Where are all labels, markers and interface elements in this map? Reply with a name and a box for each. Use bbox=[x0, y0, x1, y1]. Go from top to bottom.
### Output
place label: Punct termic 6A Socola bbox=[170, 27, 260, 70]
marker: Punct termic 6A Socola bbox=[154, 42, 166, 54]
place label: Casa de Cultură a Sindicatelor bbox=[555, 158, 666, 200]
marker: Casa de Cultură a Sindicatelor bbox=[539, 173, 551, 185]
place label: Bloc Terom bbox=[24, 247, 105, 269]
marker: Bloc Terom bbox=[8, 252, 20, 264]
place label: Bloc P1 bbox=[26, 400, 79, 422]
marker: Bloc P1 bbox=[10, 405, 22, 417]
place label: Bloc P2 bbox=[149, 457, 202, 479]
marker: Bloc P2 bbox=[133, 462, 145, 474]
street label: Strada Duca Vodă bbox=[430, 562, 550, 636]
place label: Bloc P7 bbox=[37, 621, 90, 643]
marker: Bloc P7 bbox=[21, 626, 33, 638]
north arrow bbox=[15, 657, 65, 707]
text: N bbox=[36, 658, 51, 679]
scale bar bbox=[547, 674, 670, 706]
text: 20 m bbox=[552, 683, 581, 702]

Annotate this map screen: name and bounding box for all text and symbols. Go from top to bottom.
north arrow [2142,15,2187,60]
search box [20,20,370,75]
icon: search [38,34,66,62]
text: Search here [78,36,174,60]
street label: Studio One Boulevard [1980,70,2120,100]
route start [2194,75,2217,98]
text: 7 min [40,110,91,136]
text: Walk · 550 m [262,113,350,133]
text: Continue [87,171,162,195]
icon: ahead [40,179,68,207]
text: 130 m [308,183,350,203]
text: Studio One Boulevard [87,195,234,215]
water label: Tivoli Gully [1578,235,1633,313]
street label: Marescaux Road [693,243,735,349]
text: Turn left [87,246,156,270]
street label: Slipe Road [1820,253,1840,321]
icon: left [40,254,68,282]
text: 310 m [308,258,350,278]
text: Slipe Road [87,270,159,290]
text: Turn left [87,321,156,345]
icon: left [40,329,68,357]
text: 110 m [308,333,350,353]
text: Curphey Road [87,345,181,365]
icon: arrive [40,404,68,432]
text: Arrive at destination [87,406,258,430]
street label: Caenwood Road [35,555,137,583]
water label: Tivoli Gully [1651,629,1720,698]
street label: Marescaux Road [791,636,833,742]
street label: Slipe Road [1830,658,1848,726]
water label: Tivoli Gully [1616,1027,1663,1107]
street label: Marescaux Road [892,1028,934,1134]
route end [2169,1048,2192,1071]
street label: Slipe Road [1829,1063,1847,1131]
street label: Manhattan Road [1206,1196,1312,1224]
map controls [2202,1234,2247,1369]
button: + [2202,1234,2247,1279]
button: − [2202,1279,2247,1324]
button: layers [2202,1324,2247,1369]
·····
Problem to work on -> The answer must be all the lines above that hold the word "Slipe".

Solution to the exercise ->
street label: Slipe Road [1820,253,1840,321]
text: Slipe Road [87,270,159,290]
street label: Slipe Road [1830,658,1848,726]
street label: Slipe Road [1829,1063,1847,1131]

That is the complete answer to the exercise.